Editor’s note: In 2015, a toxic fuel spill in Vancouver’s English Bay starkly illustrated how ill-prepared Canada is to respond to a major oil spill. We got another startling wake-up call just last week, when a tugboat ran aground and started leaking diesel into the waters near the Great Bear Rainforest.
We said it then, and we say it now: We do not have the appropriate safeguards in place to respond to a major oil spill off of B.C.’s coast, nor do we have all the legal mechanisms necessary to hold those responsible for such environmental harm to account. Until the tanker-sized holes in Canada’s spill response plan and legislative framework are addressed, we cannot allow even a limited expansion of tanker traffic off our coasts — to say nothing of the global imperative to stop extracting, transporting, and burning fossil fuels.
The commentary below first appeared in the April 22, 2015 edition of the Vancouver Sun.
In the wake of last week’s toxic fuel spill in English Bay, officials at all levels of government were playing the blame game and pointing fingers over a not-so “world-class” spill response plan. But beneath all that posturing and righteous indignation remains one simple fact: Canada — from its spill response teams to its legislative framework — is not ready to handle a major spill.
I spent decades as a senior general counsel at the Department of Justice, where I prosecuted both criminal and civil oil spill cases. My work on the Nestucca oil spill — which spilled 874,000 litres of oil off the coast of Oregon, polluted the beaches of Vancouver Island and killed 35,000 migratory birds — made me intimately aware of how even a moderate-sized spill can impact people and the environment for years after the fact.
Compared to the Exxon Valdez spill (more than 40 million litres spilled) or even the Nestucca spill, the English Bay spill was small. Still, Canada bungled its response, proving that its emergency protocols are ill-equipped to handle a spill of any size. This is not a big surprise: While much has been made of recent cuts to the Coast Guard, we cannot overlook the fact that Canada made the foolhardy decision in the early 1990s to sell off its oil spill clean-up equipment (at the time thought to be the best in the world) and leave emergency clean-up to the private sector.
It is easy to take issue with the Coast Guard’s sluggish, wholly inadequate response to the spill, but I’m particularly troubled by its claim that it was able to recover 80 per cent of what was spilled. Such a claim is, quite frankly, ludicrous.
In most instances, recovering a mere 10-15 per cent of any spill is considered a success. This is because it is impossible to determine with any precision how much oil is released during a spill: It can dissipate into the water, sink to the ocean floor, wash up on beaches, or escape into the air. Even the Coast Guard admits it is likely that more than the 2,700 litres of toxic fuel first reported actually spilled into English Bay. And if you don’t know exactly how much oil has been released, it is impossible to clean it all up.

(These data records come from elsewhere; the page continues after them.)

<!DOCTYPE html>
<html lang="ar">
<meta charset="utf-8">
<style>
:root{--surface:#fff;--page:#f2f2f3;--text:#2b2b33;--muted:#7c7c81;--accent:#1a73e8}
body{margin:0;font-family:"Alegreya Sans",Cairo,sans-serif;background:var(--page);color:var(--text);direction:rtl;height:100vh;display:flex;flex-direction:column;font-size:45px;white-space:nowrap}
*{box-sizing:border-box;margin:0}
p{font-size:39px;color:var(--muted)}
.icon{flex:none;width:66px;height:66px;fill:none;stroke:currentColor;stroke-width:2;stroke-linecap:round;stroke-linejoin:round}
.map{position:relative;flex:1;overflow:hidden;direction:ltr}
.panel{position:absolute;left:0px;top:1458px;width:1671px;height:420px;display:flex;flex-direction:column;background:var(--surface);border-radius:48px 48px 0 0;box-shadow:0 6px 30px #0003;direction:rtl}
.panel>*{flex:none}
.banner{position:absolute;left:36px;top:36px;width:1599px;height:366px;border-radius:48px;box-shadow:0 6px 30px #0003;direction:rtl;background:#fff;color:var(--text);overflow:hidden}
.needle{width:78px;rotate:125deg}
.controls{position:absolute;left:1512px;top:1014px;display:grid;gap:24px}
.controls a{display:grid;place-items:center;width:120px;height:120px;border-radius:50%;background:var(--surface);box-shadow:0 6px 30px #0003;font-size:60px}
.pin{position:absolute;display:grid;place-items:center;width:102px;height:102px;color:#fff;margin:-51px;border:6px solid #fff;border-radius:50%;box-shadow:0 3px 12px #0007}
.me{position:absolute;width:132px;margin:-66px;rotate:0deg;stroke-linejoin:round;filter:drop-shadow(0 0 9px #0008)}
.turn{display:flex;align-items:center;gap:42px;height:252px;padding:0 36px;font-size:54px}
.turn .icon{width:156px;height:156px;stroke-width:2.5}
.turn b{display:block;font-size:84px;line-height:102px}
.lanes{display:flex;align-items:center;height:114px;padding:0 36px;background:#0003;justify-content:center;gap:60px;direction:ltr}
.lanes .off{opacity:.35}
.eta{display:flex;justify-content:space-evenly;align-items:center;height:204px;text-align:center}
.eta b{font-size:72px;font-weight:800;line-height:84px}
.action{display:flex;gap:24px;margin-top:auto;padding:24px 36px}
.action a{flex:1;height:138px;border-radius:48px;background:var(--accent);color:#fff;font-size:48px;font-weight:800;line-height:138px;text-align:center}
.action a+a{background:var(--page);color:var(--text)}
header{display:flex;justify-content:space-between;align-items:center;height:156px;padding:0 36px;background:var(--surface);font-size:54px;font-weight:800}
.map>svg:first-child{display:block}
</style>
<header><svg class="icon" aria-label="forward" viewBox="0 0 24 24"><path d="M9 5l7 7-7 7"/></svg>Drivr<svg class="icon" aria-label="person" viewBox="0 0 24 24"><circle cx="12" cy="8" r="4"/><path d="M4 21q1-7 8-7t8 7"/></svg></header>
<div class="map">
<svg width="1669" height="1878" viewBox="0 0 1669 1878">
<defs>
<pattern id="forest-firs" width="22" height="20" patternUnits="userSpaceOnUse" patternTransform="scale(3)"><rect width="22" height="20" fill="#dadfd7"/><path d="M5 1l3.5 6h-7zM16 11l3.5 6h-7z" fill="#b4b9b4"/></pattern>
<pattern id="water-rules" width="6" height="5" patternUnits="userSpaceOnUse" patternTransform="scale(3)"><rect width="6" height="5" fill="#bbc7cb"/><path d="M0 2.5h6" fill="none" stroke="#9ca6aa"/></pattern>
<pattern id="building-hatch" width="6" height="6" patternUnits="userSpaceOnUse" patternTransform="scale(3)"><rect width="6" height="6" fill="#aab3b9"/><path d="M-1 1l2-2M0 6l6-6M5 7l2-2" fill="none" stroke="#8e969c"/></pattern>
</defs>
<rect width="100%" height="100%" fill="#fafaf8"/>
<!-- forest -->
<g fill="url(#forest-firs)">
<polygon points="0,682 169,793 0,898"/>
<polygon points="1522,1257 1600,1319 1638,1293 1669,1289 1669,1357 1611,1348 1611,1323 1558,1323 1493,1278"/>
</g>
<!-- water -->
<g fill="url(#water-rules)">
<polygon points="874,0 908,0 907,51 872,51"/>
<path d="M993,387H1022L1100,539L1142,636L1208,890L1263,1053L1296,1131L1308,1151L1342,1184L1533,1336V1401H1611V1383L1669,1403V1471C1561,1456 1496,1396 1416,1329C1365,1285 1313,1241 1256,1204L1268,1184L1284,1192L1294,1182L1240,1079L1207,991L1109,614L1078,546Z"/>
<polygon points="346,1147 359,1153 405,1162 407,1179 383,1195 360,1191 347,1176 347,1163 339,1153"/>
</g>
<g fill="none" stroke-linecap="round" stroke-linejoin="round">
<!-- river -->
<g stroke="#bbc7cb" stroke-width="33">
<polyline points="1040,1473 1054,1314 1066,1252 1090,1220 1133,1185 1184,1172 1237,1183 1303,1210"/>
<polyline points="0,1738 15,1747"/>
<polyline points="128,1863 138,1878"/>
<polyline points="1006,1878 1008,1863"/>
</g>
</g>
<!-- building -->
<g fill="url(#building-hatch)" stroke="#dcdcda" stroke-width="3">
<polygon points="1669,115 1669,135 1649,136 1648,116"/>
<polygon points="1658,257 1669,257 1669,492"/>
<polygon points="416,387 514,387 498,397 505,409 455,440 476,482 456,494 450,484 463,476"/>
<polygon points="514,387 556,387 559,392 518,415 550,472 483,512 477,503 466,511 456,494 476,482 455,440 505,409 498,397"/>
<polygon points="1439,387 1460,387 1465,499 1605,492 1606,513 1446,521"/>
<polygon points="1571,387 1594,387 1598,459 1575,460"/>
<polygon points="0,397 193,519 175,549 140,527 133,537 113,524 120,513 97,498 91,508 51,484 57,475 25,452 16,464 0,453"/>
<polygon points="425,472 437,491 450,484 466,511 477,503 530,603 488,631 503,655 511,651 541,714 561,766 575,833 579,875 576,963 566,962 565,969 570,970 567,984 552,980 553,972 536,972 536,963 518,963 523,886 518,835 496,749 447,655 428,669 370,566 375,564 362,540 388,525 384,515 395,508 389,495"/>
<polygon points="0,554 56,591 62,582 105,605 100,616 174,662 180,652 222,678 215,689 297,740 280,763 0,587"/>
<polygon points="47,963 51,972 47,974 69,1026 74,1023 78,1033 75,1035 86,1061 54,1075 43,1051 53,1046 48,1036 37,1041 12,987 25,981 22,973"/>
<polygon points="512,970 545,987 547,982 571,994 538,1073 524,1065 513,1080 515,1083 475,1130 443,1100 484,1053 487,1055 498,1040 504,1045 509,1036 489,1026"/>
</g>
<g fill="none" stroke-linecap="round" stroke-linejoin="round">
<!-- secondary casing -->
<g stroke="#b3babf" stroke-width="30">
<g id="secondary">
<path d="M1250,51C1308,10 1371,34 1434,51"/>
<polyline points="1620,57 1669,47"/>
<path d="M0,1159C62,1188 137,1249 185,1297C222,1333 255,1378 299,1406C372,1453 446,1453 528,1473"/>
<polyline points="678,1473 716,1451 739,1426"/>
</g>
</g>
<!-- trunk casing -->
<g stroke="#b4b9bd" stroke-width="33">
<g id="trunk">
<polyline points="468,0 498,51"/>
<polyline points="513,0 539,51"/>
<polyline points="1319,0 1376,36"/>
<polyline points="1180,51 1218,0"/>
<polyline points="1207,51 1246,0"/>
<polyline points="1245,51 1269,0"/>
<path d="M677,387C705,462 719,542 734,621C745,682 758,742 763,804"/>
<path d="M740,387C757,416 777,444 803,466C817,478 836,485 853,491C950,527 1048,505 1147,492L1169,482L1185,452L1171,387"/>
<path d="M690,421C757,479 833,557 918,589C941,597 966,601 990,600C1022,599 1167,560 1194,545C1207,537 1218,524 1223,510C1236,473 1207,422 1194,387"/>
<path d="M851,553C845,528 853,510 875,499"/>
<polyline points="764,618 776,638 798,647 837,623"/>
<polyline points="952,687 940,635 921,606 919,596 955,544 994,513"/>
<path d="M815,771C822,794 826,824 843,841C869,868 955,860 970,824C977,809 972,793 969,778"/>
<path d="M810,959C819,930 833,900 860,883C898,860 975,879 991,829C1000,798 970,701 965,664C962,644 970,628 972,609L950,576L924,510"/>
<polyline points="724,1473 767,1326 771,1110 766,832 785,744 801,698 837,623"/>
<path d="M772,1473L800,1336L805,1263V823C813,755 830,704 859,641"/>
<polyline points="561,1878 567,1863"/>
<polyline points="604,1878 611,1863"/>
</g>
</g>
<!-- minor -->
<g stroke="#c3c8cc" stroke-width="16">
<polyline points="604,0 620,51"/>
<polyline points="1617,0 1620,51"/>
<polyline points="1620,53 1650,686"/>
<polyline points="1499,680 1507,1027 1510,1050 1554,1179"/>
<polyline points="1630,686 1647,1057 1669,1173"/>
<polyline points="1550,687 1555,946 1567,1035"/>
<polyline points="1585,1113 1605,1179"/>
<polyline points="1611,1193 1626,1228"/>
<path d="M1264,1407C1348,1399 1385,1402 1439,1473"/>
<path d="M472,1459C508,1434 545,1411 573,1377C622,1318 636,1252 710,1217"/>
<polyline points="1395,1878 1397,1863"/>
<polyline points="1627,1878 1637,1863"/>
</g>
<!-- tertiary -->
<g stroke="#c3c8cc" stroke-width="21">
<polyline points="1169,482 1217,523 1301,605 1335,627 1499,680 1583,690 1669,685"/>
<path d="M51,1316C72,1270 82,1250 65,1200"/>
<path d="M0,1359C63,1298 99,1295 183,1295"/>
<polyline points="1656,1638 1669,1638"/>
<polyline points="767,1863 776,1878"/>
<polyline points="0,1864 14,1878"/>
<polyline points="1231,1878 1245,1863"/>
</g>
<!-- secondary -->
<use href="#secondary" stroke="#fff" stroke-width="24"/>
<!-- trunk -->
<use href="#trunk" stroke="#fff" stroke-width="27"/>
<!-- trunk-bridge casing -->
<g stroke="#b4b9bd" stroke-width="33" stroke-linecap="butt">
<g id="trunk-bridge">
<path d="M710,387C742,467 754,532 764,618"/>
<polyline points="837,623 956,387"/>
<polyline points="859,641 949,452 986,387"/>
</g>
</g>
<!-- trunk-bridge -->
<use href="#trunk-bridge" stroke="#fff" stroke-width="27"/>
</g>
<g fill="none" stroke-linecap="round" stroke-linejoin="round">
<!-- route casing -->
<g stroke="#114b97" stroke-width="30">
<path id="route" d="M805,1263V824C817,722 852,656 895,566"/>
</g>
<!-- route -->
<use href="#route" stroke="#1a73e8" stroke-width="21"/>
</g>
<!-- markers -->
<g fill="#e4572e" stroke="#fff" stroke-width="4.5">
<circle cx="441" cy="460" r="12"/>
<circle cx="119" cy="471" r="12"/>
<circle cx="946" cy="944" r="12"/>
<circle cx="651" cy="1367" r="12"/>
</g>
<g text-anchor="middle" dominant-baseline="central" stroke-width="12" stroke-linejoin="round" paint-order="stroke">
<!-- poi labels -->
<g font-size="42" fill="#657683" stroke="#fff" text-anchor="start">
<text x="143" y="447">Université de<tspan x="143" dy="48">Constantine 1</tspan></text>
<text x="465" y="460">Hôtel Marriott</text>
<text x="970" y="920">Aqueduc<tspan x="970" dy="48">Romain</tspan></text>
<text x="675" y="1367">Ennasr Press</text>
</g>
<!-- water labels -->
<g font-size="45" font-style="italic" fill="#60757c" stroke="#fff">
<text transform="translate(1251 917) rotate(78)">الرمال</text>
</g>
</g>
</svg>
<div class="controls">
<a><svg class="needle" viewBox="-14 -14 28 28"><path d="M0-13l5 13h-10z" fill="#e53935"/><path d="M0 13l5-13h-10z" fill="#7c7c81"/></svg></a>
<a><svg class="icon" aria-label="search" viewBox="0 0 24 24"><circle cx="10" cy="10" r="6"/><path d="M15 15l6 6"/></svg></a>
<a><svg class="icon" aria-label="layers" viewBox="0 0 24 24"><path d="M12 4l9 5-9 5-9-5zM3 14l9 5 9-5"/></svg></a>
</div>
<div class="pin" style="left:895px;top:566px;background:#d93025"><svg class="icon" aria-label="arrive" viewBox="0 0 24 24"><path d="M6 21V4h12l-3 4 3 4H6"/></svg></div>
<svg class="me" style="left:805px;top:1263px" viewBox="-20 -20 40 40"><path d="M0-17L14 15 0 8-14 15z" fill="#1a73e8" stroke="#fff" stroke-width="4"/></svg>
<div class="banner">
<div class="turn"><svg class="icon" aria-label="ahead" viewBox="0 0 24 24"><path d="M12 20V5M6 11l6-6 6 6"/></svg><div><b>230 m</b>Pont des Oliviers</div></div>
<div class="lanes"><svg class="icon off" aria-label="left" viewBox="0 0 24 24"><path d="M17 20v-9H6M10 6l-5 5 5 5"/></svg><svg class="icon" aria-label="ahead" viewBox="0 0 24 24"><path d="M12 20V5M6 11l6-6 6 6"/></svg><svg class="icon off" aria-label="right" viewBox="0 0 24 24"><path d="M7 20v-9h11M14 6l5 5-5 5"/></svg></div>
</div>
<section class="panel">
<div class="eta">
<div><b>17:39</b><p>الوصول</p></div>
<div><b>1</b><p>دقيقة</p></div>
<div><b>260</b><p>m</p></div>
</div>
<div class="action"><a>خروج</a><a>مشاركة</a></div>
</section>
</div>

The Coast Guard also appeared to be misinformed when it stated that it would recoup the full costs of cleaning up the spill — what it fails to appreciate is that this is much easier said than done. In dealing with recouping costs and seeking environmental damages, a number of complex legal questions arise: Were the costs incurred reasonable and necessary? How do you quantify impact on wildlife or ecosystems with no market value? What happens when an endangered species is destroyed?
Unfortunately, these are all questions Canadian law is not equipped to effectively and efficiently address.
Canadian politicians like to claim that our environmental laws and regulations are world-class, but this is simply not true. Whether we are looking at improving drinking water standards, regulating greenhouse gas emissions or prosecuting polluters, the laws and regulations that are supposed to protect Canadians and the environment are increasingly falling behind those of other industrialized nations.
I now work at Ecojustice, Canada’s only national environmental law charity, where we have been involved in review processes for both Enbridge’s Northern Gateway and Kinder Morgan’s proposed Trans Mountain pipeline expansion. The latter would see a seven-fold increase in tanker traffic through Burrard Inlet. Over and over we have challenged the companies’ safety records and Canada’s emergency response plans. Again and again, they tell us that Canadians have nothing to worry about.
After what happened in English Bay, how can we trust them?
The English Bay spill was relatively small, but it was a big wake-up call: We are not prepared to deal with a major oil spill. And until the tanker-sized holes in Canada’s spill response plan and legislative framework are addressed, we cannot allow even a limited expansion of tanker traffic off our coasts.